▶ **ACTION ITEM**:
In the data below, find every line with the word "JSON" and copy it out.

Stored data
------------------------------------------------------------

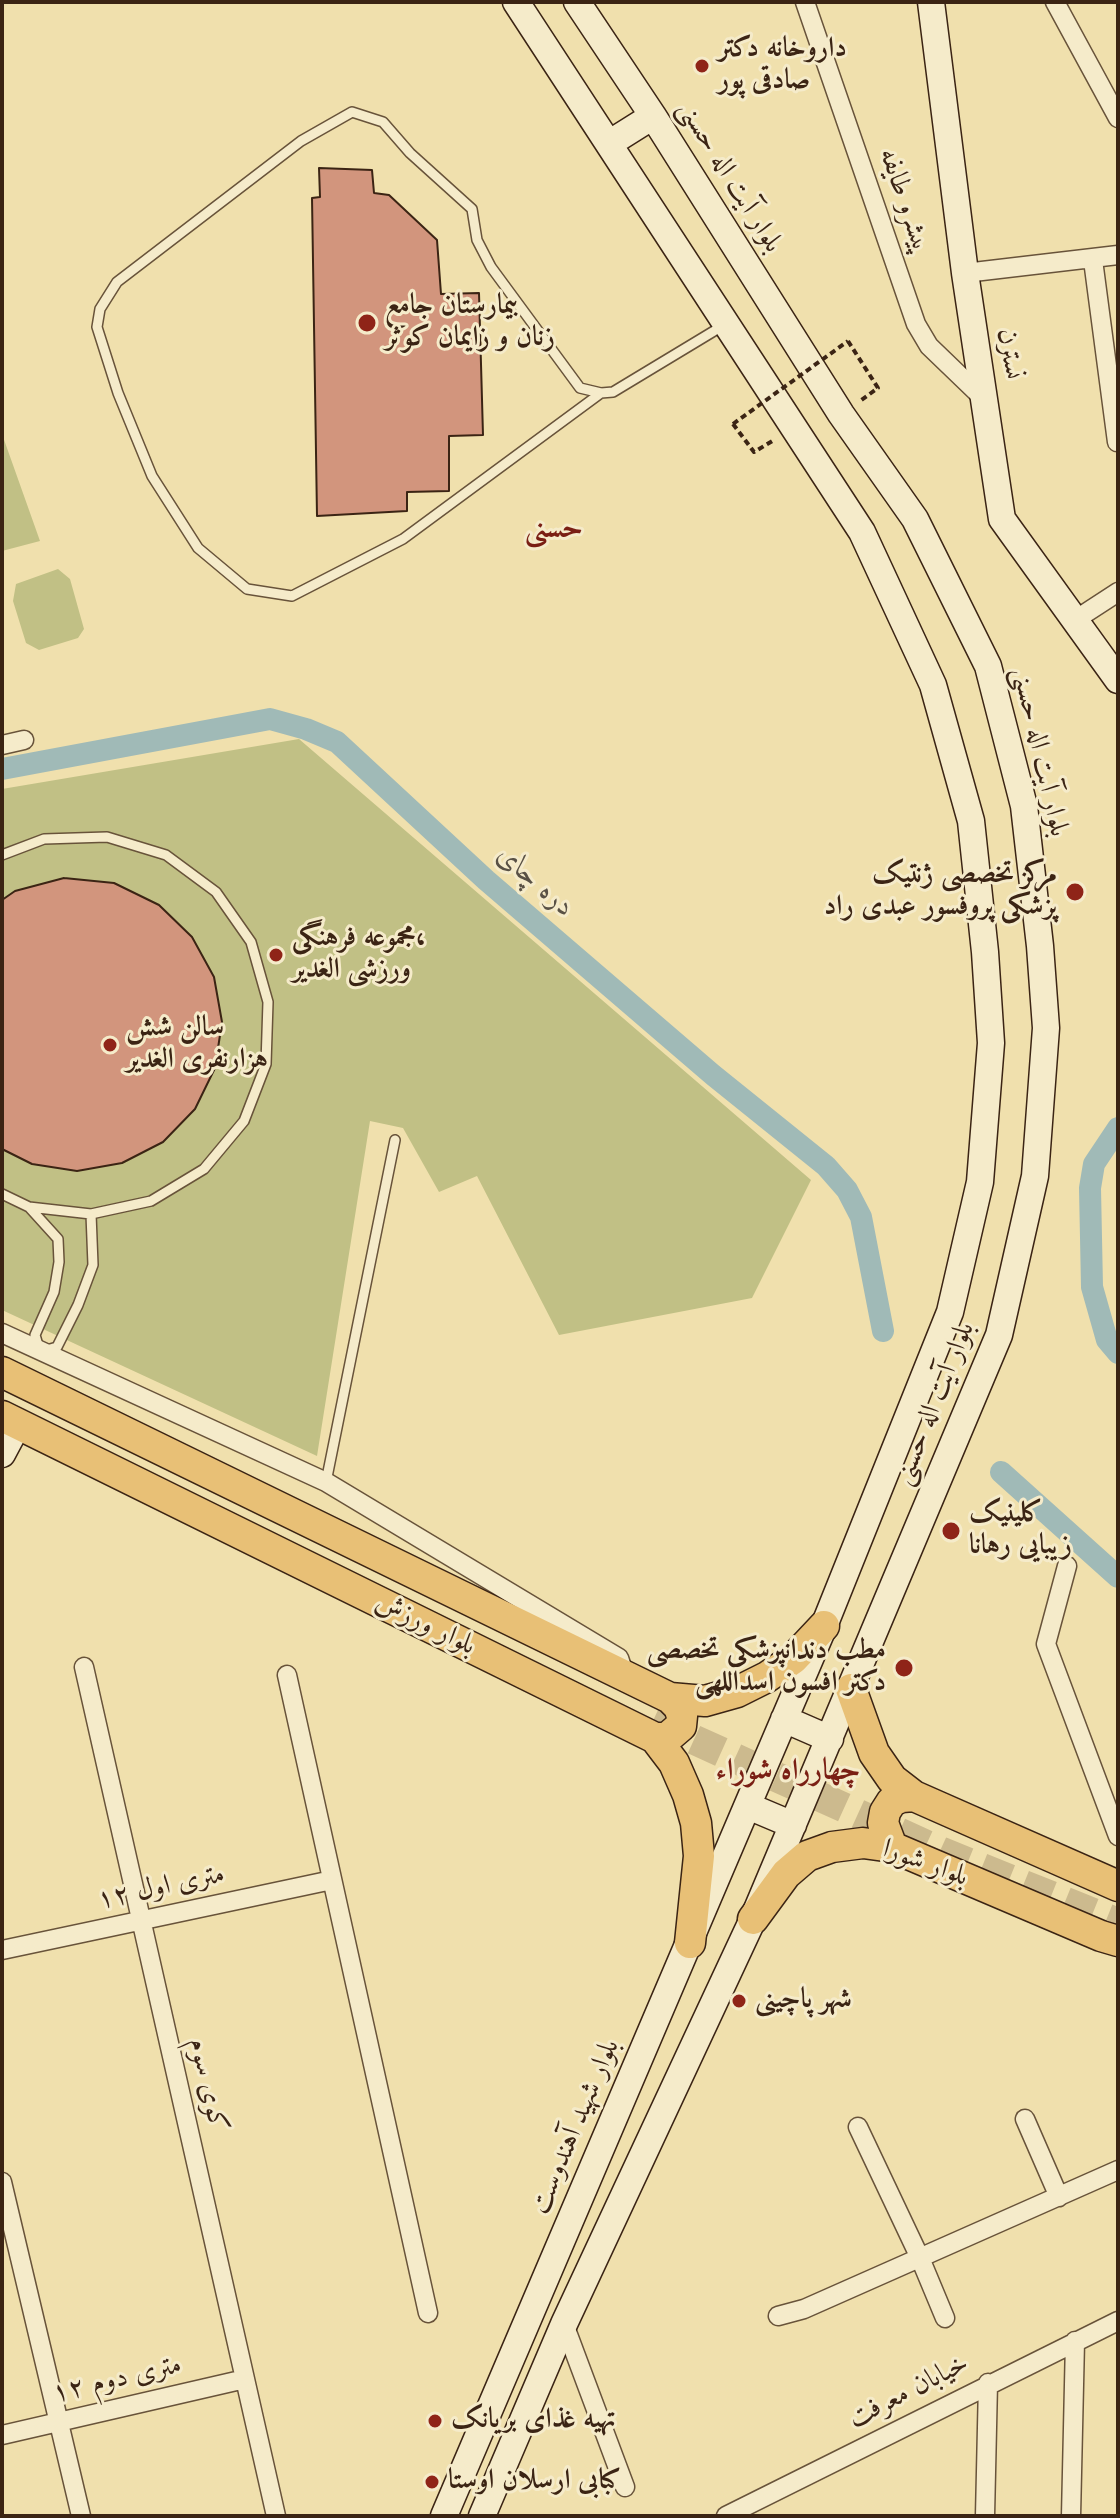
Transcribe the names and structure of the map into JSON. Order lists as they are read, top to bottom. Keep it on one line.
{"streets":{"main road":["بلوار آیت اله حسنی","نسترن","بلوار ورزش","بلوار شورا","بلوار شهید آهندوست"],"street":["پیشرو طایفه","۱۲ متری اول","کوی سوم","۱۲ متری دوم","خیابان معرفت"]},"crossings":[["بلوار آیت اله حسنی","بلوار ورزش"],["بلوار آیت اله حسنی","بلوار شورا"],["بلوار آیت اله حسنی","بلوار شهید آهندوست"],["پیشرو طایفه","نسترن"],["بلوار ورزش","بلوار شهید آهندوست"],["۱۲ متری اول","کوی سوم"],["کوی سوم","۱۲ متری دوم"]],"districts":["حسنی","چهارراه شوراء"],"water":["دره چای"],"places":["داروخانه دکتر صادقی پور","بیمارستان جامع زنان و زایمان کوثر","مرکز تخصصی ژنتیک پزشکی پروفسور عبدی راد","مجموعه فرهنگی، ورزشی الغدیر","سالن شش هزارنفری الغدیر","کلینیک زیبایی رهانا","مطب دندانپزشکی تخصصی دکتر افسون اسداللهی","شهر پاچینی","تهیه غذای بریانک","کبابی ارسلان اوستا"]}
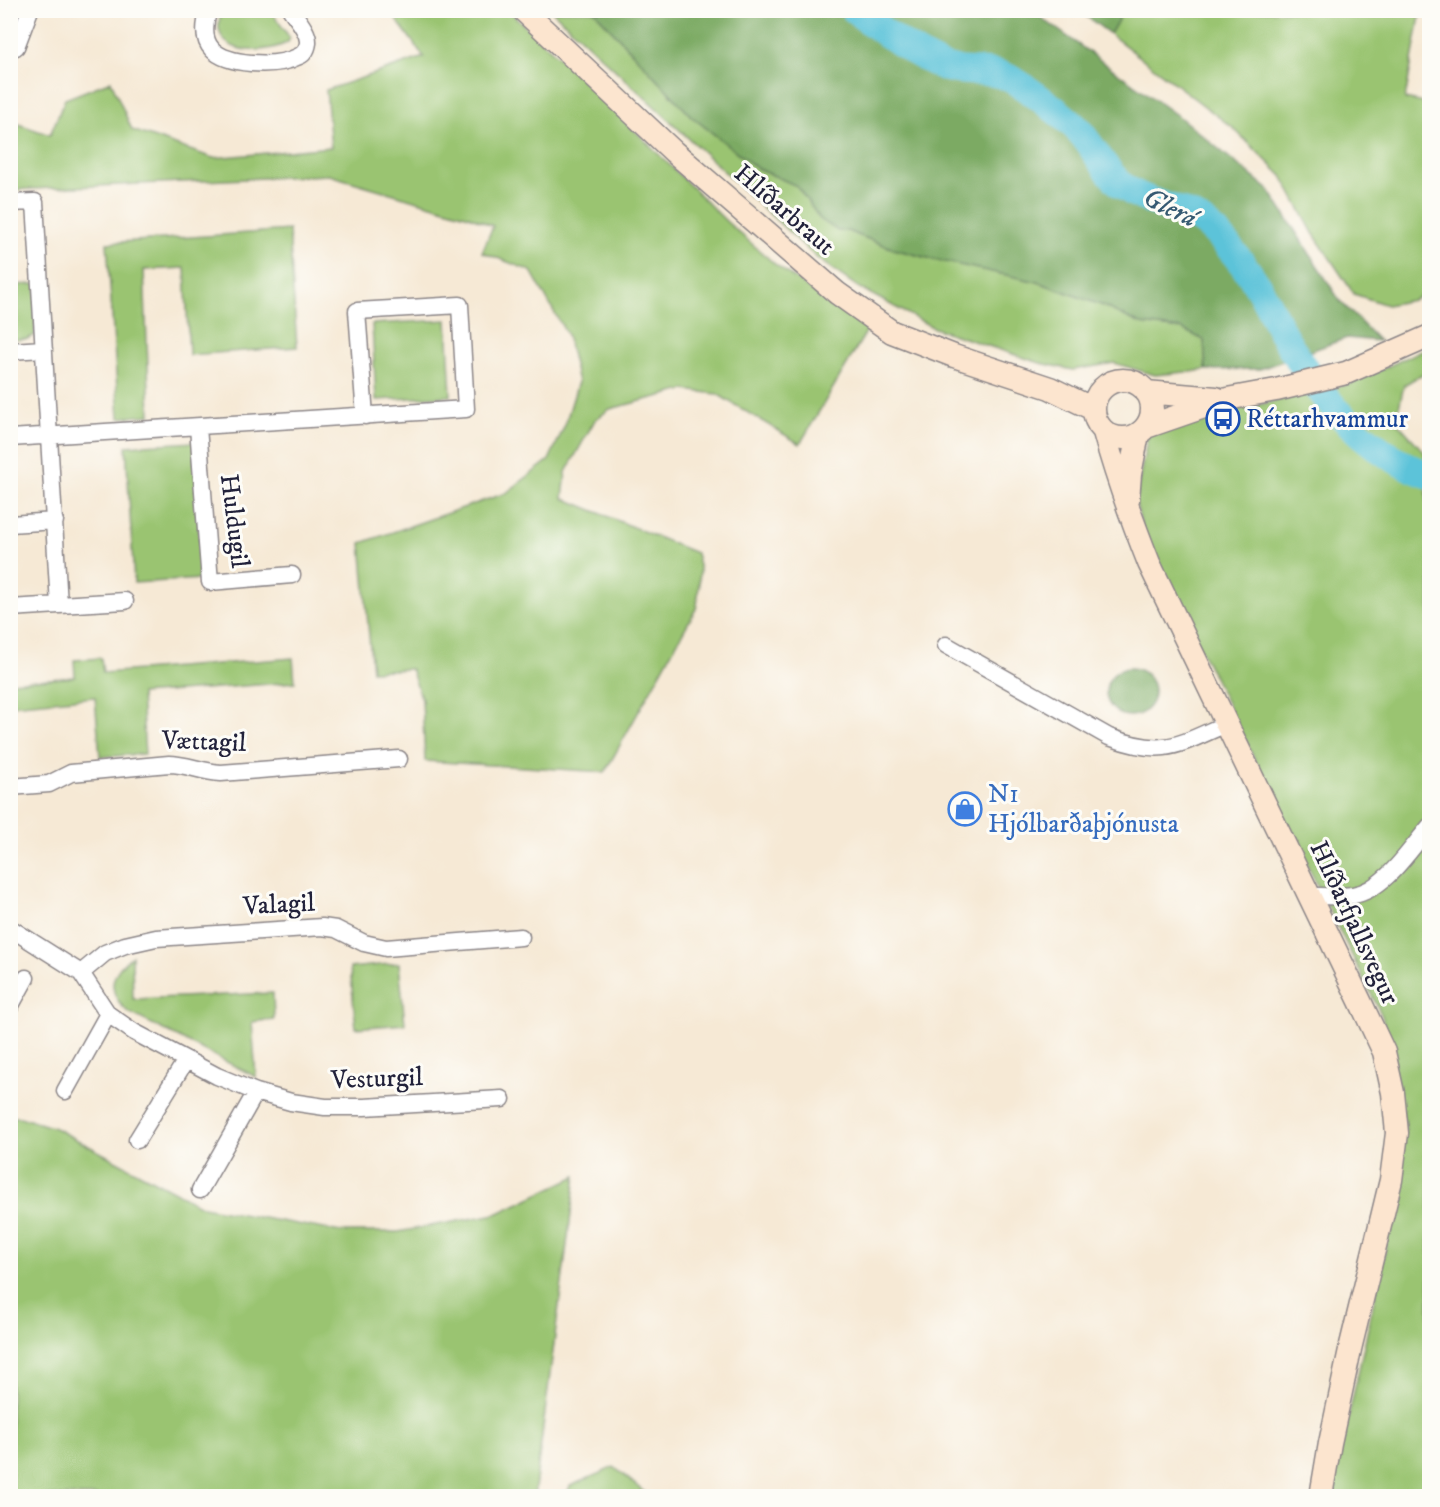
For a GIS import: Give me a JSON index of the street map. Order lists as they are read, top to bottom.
{
  "streets": {
    "main road": ["Hlíðarbraut", "Hlíðarfjallsvegur"],
    "street": [
      "Huldugil",
      "Vættagil",
      "Valagil",
      "Vesturgil"
    ]
  },
  "crossings": [
    ["Hlíðarbraut", "Hlíðarfjallsvegur"],
    ["Valagil", "Vesturgil"]
  ],
  "water": ["Glerá"],
  "places": {
    "bus stop": ["Réttarhvammur"],
    "shop": ["N1 Hjólbarðaþjónusta"]
  }
}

------------------------------------------------------------

▶ **SOLUTION TO THE EXERCISE**:
Transcribe the names and structure of the map into JSON. Order lists as they are read, top to bottom. Keep it on one line.
For a GIS import: Give me a JSON index of the street map. Order lists as they are read, top to bottom.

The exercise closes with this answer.